YOUR GOAL: Every line in the records below with the string "casing" needs to be copied out.

INPUT DATA:
________________________________________
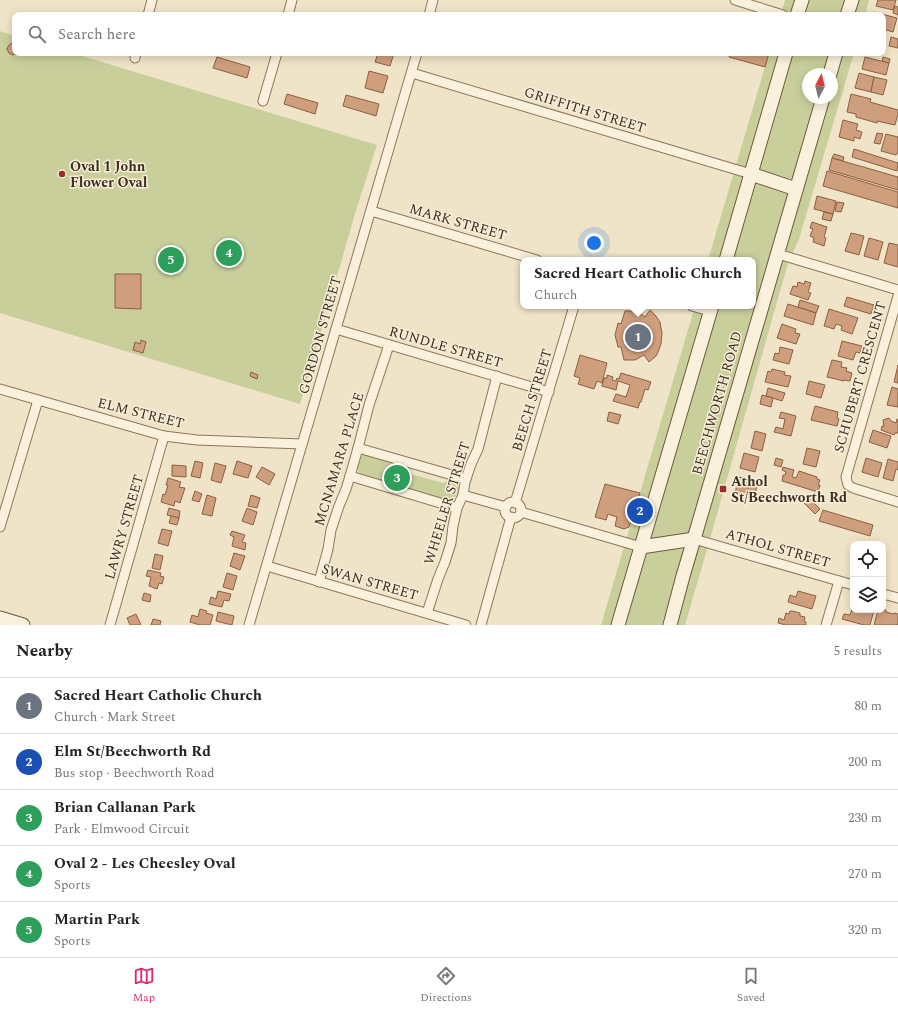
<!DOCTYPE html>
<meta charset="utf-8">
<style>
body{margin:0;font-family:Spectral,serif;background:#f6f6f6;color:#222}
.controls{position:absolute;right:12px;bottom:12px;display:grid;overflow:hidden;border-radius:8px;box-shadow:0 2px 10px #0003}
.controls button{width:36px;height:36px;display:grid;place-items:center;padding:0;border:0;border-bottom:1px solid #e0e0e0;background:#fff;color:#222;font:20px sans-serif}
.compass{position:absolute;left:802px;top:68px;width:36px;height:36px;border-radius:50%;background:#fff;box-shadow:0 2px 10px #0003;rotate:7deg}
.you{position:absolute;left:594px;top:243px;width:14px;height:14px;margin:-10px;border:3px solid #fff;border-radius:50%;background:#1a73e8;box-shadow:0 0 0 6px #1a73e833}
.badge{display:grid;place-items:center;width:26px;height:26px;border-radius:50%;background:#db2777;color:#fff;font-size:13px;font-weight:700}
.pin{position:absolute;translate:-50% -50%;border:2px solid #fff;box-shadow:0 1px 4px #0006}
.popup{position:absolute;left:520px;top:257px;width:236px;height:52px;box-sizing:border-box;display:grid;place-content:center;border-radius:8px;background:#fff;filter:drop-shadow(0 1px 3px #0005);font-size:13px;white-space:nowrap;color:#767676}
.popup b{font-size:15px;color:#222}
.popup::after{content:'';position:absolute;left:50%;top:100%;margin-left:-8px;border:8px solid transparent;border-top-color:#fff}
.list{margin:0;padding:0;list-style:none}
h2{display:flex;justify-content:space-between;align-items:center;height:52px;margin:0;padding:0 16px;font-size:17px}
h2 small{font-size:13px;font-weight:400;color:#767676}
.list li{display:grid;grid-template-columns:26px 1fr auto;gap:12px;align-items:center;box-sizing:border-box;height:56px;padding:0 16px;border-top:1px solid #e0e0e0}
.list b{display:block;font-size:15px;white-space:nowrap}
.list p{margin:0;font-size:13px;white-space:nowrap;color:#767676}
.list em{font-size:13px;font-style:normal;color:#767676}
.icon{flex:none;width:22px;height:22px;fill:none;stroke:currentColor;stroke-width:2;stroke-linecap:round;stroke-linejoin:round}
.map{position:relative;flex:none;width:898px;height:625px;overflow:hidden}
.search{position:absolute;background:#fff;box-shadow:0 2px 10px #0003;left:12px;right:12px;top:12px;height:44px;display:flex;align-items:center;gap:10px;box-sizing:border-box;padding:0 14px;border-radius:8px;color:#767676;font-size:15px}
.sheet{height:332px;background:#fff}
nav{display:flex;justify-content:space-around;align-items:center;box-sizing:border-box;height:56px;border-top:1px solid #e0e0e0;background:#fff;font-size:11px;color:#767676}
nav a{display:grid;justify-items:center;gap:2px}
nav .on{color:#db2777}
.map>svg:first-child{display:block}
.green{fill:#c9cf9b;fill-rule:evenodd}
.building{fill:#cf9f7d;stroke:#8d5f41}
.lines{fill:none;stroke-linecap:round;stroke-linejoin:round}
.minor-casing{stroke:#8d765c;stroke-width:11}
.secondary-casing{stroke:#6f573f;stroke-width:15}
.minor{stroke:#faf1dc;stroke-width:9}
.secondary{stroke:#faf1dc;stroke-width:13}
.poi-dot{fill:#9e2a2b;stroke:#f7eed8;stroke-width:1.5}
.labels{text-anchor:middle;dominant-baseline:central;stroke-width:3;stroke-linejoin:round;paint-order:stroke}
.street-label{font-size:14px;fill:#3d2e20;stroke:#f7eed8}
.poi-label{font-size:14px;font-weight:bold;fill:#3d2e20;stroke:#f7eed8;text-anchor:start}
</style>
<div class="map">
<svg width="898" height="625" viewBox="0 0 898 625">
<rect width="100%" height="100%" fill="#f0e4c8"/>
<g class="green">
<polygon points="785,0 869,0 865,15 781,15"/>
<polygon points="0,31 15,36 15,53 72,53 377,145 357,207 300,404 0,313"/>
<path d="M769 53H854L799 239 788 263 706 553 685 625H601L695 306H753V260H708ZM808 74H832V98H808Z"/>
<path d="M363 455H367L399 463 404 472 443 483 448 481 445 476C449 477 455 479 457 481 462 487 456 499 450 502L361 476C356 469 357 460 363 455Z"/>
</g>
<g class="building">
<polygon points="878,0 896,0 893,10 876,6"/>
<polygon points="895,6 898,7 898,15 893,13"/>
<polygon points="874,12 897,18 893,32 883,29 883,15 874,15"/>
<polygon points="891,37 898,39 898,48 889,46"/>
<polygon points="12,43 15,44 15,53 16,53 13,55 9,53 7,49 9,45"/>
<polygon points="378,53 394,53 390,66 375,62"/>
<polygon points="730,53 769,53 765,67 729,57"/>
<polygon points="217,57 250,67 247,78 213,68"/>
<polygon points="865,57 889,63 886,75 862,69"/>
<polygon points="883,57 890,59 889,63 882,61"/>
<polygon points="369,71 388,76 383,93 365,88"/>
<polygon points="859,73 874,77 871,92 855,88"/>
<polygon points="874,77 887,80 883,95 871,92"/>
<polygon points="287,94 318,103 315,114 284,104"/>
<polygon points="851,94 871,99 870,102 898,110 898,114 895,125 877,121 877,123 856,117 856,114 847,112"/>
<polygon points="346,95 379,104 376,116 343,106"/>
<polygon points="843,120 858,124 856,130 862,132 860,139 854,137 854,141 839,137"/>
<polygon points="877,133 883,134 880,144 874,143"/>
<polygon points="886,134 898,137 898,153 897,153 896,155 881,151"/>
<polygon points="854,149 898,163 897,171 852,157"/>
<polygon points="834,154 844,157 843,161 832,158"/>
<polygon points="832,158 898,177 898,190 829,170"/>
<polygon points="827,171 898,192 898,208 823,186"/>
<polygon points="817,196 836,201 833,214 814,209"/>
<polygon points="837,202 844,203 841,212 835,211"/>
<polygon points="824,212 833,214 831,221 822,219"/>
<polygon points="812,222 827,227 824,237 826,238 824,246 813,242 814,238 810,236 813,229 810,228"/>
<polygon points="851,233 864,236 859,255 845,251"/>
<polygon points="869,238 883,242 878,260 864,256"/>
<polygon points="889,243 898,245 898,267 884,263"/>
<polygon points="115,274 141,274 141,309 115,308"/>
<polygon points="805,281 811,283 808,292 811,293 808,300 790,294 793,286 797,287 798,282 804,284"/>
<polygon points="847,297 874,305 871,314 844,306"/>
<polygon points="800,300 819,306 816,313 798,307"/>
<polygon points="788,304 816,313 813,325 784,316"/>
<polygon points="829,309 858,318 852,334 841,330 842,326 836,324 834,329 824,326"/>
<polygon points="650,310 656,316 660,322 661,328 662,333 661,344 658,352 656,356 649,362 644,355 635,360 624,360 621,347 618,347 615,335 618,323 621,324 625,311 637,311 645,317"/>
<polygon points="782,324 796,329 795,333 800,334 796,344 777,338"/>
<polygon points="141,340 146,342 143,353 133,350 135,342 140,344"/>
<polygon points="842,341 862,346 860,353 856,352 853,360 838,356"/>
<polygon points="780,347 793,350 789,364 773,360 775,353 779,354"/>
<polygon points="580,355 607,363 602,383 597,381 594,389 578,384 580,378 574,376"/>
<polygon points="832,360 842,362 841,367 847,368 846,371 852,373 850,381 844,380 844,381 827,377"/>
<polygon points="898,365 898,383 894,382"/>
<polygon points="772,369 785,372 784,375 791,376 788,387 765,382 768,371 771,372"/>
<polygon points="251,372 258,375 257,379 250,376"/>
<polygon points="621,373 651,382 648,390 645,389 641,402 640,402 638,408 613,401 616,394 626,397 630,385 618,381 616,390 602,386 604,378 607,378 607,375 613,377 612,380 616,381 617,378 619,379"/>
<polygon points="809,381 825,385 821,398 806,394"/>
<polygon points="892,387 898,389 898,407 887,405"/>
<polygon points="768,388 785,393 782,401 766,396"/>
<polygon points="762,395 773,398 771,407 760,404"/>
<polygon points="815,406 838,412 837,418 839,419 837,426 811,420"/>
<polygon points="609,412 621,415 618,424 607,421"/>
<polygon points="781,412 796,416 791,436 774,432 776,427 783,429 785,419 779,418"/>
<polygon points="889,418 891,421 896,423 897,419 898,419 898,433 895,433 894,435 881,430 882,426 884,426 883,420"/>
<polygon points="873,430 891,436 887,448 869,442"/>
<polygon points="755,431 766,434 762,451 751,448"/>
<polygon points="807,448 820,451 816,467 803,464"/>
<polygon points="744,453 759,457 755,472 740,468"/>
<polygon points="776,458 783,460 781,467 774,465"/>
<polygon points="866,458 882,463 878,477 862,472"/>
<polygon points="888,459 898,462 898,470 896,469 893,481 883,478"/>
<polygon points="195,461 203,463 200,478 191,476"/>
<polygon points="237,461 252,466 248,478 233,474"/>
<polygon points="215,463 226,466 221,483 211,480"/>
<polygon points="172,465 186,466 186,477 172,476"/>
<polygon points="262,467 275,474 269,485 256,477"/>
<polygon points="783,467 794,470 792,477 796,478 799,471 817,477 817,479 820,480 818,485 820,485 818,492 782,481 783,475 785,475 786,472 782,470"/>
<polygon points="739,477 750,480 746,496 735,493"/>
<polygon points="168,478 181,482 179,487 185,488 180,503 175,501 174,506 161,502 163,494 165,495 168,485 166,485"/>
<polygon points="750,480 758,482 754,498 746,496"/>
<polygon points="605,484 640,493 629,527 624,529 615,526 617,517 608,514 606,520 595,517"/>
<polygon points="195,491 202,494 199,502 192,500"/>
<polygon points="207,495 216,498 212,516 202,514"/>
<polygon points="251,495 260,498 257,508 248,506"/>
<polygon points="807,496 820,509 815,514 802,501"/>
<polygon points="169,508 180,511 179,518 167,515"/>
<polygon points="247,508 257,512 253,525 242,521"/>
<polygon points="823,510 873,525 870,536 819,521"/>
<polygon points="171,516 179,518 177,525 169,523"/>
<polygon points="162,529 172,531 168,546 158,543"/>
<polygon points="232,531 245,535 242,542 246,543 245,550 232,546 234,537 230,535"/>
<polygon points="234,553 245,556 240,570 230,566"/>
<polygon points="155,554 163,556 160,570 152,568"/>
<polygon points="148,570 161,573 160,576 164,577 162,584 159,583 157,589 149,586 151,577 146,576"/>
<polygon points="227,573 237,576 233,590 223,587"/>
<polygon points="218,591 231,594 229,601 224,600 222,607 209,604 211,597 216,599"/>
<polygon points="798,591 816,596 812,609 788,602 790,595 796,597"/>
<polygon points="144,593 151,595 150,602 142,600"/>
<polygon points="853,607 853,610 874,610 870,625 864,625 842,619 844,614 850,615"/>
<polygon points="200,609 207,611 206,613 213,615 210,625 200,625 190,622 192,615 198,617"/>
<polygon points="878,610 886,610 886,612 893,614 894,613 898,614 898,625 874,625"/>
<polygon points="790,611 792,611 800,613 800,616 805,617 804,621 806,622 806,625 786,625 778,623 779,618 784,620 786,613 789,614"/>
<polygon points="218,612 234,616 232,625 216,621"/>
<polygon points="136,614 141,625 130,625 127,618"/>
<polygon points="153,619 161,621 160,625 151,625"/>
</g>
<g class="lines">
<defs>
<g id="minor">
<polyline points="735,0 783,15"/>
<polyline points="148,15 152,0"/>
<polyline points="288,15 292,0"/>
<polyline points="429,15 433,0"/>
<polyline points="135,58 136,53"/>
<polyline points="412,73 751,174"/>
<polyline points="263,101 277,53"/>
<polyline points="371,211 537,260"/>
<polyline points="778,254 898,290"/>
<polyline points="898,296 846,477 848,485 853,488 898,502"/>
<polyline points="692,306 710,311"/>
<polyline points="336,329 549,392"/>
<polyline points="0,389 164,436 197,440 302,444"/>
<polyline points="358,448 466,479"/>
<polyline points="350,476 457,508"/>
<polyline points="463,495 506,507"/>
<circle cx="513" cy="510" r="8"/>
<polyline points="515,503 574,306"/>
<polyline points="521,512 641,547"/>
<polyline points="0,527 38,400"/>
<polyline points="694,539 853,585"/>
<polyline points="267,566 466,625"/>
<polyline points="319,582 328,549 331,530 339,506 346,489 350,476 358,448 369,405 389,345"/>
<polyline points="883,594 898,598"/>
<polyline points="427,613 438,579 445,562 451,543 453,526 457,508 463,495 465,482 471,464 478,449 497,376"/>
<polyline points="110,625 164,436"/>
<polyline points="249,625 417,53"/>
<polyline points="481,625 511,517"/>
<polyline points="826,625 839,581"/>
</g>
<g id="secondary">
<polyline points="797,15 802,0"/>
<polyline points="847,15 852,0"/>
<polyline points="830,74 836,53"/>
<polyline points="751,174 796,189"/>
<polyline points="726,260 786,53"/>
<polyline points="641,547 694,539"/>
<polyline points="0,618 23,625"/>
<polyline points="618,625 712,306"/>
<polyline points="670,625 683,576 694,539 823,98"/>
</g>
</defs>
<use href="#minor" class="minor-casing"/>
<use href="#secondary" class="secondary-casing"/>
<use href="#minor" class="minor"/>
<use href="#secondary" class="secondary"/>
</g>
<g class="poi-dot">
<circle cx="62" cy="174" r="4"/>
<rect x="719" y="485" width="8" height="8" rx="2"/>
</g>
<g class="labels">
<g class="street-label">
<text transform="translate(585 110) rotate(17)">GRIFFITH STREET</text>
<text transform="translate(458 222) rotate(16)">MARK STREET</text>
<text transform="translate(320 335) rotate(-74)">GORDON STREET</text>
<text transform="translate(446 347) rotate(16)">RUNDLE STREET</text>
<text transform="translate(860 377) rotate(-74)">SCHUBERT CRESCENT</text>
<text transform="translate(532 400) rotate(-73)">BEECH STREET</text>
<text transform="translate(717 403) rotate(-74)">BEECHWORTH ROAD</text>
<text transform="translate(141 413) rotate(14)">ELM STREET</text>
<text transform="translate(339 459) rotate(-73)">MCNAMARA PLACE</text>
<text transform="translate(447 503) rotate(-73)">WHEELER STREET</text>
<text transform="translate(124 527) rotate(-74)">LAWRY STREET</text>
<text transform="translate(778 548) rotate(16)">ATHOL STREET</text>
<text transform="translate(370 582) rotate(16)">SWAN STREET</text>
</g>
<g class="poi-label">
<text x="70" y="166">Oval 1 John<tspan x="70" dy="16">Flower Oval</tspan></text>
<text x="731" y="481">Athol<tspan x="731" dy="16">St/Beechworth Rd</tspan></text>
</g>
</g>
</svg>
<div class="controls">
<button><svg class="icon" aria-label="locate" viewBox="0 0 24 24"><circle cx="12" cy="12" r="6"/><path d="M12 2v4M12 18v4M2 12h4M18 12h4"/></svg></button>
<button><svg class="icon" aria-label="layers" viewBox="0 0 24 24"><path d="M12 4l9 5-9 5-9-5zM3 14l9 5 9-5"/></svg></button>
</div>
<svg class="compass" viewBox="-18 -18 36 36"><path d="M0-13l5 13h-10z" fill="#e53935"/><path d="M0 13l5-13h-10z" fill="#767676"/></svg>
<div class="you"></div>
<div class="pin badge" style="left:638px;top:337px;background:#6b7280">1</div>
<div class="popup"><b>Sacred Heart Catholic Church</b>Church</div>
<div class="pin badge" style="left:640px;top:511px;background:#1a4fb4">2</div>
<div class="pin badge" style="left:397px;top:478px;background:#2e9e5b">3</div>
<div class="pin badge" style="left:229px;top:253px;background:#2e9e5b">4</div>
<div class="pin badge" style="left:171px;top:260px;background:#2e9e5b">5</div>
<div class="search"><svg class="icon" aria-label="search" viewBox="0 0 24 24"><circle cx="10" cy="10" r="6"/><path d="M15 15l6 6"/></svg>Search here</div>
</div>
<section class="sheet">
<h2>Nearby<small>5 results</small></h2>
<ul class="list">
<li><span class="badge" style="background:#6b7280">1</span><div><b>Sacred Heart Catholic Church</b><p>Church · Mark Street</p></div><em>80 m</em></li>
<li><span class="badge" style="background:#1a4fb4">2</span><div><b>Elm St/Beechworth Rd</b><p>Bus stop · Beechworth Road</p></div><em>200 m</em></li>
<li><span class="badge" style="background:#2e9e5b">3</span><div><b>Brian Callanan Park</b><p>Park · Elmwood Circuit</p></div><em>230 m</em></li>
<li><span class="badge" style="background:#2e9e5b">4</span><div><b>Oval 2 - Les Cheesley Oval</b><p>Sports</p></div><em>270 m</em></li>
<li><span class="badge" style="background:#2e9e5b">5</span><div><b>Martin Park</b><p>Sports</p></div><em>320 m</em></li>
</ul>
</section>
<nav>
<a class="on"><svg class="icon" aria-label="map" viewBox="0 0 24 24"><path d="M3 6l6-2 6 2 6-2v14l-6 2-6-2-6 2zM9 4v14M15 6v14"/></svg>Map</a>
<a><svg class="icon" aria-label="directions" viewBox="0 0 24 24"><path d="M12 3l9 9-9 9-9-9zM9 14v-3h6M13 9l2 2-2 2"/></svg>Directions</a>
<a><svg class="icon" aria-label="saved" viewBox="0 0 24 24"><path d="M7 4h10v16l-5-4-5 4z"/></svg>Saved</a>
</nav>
________________________________________
SOLVED EXERCISE:
.minor-casing{stroke:#8d765c;stroke-width:11}
.secondary-casing{stroke:#6f573f;stroke-width:15}
<use href="#minor" class="minor-casing"/>
<use href="#secondary" class="secondary-casing"/>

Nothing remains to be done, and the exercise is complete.